Questa associazione segue da vicino la vicenda dei Pinus Pinea e della loro malattia, problema che altri segnalarono già nel 2019 quando fu inviata una lettera al Presidente Sergio Mattarella per segnalare l'urgenza di intervenire a salvaguardia dei maestosi pini italiani, presenti anche nella tenuta presidenziale di Castel Porziano. Nel 2021 fu emesso un Decreto ministeriale che indicava i metodi necessari per trattare i pini colpiti.
Quello che è avvenuto dopo è invece sotto gli occhi di tutti, tagli indiscriminati, alberi lasciati seccare senza alcun intervento ed inoltre non ci si è limitati ai pini malati ma si è passati ad abbattere anche altre specie arboree.
Gli interventi sono stati lasciati in mano a Ditte che di fatto hanno deciso quali alberi tagliare e quali no e, come si può leggere dalle segnalazioni di tanti cittadini, generalmente si è preferito tagliare quando avrebbero dovuto essere i tecnici comunali a decidere dove e come intervenire.
La richiesta più volte fatta dalla Stinchelli è semplice e di buon senso; serve trasparenza e un censimento di tutti gli alberi che sono stati abbattuti e che la necessità di eventuali abbattimenti sia certificata ed autorizzata da esperti indipendenti.
Serve poi progettare la compensazione dei pini e degli altri alberi abbattuti e non procedere con iniziative che sembrano più degli spot a favore della amministrazione comunale coi video del Sindaco che pianta minuscoli alberelli.

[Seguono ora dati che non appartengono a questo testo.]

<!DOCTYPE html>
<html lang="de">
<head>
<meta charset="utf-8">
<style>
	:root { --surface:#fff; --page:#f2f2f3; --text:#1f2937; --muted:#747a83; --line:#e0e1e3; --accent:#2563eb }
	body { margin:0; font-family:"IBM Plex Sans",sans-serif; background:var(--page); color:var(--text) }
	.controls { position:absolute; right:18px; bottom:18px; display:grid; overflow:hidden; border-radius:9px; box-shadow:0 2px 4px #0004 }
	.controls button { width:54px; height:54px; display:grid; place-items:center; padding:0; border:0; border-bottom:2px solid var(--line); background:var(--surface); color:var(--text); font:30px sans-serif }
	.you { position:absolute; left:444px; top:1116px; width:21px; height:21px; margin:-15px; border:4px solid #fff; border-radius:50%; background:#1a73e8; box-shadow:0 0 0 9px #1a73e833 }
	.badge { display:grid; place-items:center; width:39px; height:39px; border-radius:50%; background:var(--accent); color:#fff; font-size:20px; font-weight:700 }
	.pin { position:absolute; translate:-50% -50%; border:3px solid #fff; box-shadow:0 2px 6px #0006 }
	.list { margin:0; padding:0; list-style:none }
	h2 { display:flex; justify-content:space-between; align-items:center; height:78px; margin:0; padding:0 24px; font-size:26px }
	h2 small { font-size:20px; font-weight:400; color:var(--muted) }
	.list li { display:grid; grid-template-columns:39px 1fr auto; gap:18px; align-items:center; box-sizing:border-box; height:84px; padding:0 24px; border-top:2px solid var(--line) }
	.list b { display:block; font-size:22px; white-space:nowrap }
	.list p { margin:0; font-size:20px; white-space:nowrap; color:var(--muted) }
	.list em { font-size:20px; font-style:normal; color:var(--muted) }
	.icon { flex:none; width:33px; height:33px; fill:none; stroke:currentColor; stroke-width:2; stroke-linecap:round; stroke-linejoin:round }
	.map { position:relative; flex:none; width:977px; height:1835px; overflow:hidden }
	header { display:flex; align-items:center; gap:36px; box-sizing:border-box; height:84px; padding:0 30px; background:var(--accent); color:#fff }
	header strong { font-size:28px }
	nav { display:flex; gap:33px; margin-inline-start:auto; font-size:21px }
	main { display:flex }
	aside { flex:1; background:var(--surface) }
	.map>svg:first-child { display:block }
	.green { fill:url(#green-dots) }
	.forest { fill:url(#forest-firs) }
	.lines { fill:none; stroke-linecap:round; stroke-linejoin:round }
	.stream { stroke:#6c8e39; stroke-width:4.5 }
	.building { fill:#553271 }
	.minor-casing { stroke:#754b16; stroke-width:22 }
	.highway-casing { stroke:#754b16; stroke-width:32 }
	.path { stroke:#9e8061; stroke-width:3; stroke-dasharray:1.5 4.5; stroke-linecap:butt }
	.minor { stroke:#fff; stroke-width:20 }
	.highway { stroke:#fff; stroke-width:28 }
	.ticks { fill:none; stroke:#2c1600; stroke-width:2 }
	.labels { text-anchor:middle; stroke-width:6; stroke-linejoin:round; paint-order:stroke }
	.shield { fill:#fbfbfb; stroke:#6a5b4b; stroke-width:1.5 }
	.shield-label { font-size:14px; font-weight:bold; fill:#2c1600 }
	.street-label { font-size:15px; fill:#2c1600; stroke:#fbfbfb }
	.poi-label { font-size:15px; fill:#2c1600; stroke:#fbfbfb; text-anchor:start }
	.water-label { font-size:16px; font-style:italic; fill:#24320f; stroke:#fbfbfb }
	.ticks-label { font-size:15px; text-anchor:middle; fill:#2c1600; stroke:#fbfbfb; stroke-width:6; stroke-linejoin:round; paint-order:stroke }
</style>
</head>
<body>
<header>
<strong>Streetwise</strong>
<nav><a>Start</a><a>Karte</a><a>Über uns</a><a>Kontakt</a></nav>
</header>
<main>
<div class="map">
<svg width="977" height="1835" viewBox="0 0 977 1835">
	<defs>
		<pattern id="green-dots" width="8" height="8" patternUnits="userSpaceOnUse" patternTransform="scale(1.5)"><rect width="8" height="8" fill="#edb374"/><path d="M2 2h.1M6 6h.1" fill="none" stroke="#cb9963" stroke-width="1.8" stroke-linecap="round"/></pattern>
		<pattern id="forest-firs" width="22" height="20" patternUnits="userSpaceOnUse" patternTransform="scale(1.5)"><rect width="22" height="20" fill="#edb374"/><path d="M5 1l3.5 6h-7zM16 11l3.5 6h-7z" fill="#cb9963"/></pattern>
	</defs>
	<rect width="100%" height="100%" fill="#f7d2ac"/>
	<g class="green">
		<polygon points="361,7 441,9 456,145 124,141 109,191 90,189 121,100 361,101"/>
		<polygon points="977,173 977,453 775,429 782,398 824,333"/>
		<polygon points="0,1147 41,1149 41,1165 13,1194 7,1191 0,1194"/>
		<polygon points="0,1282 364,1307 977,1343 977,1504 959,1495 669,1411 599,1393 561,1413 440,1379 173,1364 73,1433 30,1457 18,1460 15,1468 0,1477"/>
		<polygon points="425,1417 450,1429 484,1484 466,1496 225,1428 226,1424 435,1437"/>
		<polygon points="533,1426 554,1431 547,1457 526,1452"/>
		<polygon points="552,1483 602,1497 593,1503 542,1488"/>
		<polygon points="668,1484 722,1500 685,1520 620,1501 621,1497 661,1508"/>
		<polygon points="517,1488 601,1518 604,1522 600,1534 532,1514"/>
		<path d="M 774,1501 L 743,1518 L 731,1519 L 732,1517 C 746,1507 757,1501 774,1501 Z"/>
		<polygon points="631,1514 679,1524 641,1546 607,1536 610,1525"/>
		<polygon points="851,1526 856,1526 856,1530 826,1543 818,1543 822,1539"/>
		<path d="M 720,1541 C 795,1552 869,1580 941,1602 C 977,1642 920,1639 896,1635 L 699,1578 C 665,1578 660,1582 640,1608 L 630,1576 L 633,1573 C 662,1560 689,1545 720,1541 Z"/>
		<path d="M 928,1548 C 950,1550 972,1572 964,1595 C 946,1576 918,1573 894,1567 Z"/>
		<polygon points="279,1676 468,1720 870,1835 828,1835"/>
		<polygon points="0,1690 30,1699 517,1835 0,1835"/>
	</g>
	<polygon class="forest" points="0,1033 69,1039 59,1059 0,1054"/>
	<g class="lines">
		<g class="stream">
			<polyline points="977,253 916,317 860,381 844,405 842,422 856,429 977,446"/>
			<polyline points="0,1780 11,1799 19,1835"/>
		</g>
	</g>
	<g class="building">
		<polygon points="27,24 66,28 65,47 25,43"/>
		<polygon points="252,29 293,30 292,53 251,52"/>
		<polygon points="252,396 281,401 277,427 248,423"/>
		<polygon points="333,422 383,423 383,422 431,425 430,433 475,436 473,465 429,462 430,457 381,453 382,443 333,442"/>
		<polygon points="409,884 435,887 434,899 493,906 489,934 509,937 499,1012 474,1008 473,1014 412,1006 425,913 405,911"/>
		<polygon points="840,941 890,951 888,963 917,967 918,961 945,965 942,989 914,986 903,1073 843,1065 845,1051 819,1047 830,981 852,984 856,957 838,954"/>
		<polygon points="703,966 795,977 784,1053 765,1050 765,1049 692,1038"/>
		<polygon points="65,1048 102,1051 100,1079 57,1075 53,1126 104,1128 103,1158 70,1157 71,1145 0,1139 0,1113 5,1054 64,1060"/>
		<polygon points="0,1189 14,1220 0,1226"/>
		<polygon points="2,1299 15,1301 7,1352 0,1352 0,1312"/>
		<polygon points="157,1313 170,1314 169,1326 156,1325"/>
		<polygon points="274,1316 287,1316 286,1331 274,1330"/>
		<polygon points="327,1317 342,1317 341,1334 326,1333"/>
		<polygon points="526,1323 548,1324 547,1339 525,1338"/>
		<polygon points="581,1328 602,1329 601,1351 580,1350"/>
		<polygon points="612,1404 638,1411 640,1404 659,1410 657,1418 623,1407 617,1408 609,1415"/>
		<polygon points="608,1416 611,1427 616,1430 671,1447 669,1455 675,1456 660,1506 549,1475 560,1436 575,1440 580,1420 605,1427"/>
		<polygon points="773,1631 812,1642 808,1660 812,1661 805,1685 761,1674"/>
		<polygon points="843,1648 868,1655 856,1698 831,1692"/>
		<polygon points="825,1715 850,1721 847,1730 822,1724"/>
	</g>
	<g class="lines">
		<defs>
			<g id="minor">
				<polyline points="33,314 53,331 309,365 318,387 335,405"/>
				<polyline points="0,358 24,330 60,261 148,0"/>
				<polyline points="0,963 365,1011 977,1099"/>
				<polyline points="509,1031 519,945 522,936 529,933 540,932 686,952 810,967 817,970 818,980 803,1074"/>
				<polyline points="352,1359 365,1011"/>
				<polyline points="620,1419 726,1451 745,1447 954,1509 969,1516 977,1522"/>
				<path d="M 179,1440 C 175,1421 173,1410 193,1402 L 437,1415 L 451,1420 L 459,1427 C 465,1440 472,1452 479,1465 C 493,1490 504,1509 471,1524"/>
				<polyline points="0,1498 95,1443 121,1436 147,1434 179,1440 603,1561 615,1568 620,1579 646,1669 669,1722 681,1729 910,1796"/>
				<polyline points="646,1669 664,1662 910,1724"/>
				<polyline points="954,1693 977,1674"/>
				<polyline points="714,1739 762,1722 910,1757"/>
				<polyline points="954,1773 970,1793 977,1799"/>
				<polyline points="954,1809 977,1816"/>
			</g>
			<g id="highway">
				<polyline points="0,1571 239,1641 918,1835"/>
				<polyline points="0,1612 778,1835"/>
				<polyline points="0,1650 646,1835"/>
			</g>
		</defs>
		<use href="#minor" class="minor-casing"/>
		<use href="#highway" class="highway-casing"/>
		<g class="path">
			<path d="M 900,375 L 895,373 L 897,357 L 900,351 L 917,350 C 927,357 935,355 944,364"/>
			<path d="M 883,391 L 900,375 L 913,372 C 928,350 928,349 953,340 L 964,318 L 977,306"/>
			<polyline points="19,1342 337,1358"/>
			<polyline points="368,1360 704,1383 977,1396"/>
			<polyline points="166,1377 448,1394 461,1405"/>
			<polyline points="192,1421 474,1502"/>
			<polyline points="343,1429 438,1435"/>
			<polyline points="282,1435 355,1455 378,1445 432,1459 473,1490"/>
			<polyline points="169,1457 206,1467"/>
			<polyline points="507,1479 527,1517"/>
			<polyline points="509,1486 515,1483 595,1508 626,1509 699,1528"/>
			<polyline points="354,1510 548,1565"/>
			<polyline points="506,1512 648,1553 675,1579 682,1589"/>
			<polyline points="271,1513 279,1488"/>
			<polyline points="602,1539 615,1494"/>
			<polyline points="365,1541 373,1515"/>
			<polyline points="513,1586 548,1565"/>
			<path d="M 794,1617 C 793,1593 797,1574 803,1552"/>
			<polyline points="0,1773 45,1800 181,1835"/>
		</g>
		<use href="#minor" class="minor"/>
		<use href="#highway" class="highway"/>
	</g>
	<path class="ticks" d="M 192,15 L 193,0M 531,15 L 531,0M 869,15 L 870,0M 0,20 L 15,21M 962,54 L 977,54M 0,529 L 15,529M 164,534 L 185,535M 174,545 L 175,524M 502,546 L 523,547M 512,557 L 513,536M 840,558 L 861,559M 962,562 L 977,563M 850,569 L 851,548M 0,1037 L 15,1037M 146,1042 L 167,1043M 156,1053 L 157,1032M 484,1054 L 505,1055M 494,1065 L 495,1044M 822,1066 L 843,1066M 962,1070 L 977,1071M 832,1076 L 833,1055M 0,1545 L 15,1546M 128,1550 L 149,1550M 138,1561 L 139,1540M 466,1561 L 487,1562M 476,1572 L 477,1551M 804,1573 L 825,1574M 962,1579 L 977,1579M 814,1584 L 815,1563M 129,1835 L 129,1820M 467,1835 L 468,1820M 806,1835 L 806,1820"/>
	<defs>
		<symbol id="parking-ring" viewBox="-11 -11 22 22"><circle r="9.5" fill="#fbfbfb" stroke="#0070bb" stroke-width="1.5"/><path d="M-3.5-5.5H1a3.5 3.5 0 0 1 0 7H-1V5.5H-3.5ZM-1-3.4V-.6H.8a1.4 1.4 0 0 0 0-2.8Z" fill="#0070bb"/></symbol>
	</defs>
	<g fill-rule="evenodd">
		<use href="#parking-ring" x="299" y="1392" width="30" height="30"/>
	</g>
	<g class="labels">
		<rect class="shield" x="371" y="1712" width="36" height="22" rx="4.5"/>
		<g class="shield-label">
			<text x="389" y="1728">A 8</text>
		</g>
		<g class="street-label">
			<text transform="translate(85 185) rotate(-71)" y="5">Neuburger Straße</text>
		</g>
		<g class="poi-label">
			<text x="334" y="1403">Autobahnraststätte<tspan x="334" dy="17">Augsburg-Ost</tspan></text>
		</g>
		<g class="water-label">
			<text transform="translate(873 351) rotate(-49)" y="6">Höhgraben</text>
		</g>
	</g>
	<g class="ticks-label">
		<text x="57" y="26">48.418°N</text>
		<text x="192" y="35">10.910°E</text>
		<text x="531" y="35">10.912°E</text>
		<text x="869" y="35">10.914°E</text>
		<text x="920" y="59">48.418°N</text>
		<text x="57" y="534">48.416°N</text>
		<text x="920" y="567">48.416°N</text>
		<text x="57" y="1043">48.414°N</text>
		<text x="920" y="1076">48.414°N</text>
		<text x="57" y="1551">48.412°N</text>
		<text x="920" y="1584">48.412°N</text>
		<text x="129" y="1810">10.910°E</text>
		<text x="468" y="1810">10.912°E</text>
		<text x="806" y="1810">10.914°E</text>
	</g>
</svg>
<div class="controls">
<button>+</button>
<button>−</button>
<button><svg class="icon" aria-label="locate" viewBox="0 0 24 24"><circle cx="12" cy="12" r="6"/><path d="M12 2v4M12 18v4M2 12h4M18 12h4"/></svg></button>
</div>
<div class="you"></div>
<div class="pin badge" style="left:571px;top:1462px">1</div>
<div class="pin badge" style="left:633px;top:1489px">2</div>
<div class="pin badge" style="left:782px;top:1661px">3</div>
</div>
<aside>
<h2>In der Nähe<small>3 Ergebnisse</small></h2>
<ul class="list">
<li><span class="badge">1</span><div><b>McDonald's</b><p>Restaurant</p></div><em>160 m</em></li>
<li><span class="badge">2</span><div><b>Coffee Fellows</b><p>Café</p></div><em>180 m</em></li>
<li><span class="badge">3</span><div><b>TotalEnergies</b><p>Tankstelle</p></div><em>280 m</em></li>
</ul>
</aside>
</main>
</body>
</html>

Quanto tempo sopravviveranno specie se piantati nei mesi caldi?
Roma non può permettersi di perdere altro patrimonio arboreo. Servono perizie trasparenti, cure preventive, rispetto per i tempi biologici della natura. Servono amministratori che capiscano che un pino centenario non si sostituisce con un alberello che probabilmente morirà entro l'anno.
Il patrimonio arboreo romano è un bene comune che appartiene a tutti i cittadini e alle generazioni future, va gestito con la necessaria competenza. A proposito di generazioni...ma quei baldi giovani che occupavano le strade bloccando la circolazione per “salvare” l'ambiente che fine hanno fatto? Dovrebbero sapere che sono gli alberi che riducono la Co2!
È tempo di fermare questa strage silenziosa. È tempo di scegliere la cura invece della distruzione, la pazienza invece della fretta, la competenza invece dell'approssimazione. Roma e le sue meravigliose e vitali piante se lo meritano.